The former Conservative MP for North Shropshire, Owen Paterson, who resigned from Parliament on 5 November, had been advising Lynn’s Country Foods since December 2016 – for a pay packet of £12,000 a year. The Parliamentary Standards Commissioner handed down a 30-day suspension to Paterson in October, finding that he had engaged in “egregious” examples of lobbying on behalf of Lynn’s Country Foods and Randox – a firm that Paterson also advised.

There is no link between Paterson’s communications to ministers about Lynn’s Country Foods – which took place in 2017 and 2018 – and the Innovate UK grant awarded to the company in April this year.

There is also no evidence to suggest that these grants were awarded due to – or facilitated by – the actions of Conservative MPs or the central party. Byline Times has approached all of the companies and MPs for comment.

However, issues arise from the fact that these potential conflicts of interest are not cited by the Government when grants, contracts or meetings are publicly released.

Details of multi-million-pound investments are often buried in spreadsheets with thousands of data points, while neglecting to declare the potential political interests of the parties involved. This consequently fuels a climate of suspicion, when these links are exposed, and a perception that the Government has something to hide.

These are also not isolated cases. Byline Times revealed in October that at least £12.4 million had been invested by Innovate UK in a company owned by a Conservative donor to aid the development of flying taxis.

FUND MORE INVESTIGATIVE REPORTING

Help expose the big scandals of our era.

“There were no conflicts of interest in the awarding of these grants,” a BEIS spokesperson told Byline Times. “The funding decisions in the competition for these grants – like all Innovate UK funding decisions – were made on a competitive basis by independent expert assessors against an openly-published agreed competition criteria, not by politicians. Funding for 5G testbeds is also awarded on a competitive basis.”
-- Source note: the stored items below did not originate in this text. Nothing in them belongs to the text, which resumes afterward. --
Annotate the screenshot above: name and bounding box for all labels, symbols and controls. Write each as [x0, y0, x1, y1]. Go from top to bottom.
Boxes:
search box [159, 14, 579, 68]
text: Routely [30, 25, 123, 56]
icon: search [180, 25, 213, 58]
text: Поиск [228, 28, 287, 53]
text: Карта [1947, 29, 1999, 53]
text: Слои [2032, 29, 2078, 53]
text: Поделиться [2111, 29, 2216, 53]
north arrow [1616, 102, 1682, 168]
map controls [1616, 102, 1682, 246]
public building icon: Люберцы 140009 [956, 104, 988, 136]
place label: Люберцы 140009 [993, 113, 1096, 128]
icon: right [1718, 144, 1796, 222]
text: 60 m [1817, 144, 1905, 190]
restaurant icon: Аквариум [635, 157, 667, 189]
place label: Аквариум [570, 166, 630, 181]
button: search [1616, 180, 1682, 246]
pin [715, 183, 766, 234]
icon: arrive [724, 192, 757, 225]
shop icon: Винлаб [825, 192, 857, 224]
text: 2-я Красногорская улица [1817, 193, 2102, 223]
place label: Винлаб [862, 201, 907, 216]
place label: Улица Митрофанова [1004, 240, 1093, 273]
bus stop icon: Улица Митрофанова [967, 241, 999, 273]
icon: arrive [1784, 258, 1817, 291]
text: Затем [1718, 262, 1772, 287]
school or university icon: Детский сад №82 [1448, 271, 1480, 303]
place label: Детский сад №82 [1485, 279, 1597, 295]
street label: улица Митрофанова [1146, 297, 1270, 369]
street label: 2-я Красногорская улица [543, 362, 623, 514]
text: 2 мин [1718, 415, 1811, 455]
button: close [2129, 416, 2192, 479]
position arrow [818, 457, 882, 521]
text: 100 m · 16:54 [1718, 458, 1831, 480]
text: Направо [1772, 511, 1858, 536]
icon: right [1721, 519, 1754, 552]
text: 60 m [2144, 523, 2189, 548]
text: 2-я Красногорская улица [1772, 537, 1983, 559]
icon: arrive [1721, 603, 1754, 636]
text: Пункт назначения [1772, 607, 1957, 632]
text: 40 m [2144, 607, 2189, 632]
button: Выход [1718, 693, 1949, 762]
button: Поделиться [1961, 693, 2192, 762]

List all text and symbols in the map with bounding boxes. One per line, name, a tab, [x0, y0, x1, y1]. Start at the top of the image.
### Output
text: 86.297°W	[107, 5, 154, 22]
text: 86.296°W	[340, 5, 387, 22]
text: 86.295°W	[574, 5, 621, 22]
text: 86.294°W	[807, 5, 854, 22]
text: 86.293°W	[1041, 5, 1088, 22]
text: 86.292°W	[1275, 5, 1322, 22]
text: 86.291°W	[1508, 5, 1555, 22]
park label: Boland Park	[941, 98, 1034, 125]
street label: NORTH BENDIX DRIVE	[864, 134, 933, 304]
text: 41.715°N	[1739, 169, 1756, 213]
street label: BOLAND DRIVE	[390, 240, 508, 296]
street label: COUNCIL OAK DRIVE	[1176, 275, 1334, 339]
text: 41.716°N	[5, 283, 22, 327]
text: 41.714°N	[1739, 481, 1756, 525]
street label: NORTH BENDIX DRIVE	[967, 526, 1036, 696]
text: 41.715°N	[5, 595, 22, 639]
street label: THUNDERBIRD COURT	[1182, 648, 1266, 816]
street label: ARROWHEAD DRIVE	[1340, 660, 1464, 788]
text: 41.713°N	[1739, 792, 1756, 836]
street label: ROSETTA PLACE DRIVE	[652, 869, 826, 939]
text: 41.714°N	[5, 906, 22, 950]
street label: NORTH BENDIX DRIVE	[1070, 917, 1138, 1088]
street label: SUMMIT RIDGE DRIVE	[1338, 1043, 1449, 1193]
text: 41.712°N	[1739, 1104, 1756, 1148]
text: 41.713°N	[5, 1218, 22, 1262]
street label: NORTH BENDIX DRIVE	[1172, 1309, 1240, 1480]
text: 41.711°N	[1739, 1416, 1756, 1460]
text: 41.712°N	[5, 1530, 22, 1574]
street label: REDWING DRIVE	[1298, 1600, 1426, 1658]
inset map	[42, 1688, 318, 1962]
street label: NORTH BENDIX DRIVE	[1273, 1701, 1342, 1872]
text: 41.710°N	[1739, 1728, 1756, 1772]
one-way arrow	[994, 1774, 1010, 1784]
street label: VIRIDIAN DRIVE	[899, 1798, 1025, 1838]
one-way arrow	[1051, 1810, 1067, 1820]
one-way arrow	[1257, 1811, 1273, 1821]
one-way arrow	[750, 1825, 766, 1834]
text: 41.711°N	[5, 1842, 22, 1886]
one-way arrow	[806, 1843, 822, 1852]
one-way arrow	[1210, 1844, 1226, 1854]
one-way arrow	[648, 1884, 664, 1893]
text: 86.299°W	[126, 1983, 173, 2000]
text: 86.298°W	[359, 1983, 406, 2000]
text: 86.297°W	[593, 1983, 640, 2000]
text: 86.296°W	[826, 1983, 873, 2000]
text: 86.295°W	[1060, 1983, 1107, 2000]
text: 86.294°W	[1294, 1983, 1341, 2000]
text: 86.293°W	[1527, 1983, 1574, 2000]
Moreover, there is growing public concern about the seemingly intimate relationships between MPs and private firms. The second jobs of MPs have been poured over by the press, after the Prime Minister initially attempted to overturn Paterson’s 30-day suspension, before backtracking.

Some MPs earn hundreds of thousands of pounds in supplementary income – comfortably more than their parliamentary salaries of £81,932. It has therefore been questioned whether these MPs are incentivised to work in the interests of private companies, rather than their constituents or the public at large. Indeed, as Byline Times reported earlier this week, the highest-earning MPs have seen child poverty increase in their constituencies by 20% on average in recent years, while they have earned £6 million in additional income.

Parliament’s Standards Committee is currently considering reforms to the rules that govern MPs’ outside interests and the chair of the committee, Labour’s Chris Bryant, has pledged to bring these proposals to the House early in 2022.

Boris Johnson, meanwhile, has proposed banning MPs from accepting paid work as parliamentary advisors, strategists or consultants – although these changes would only affect a limited number of MPs.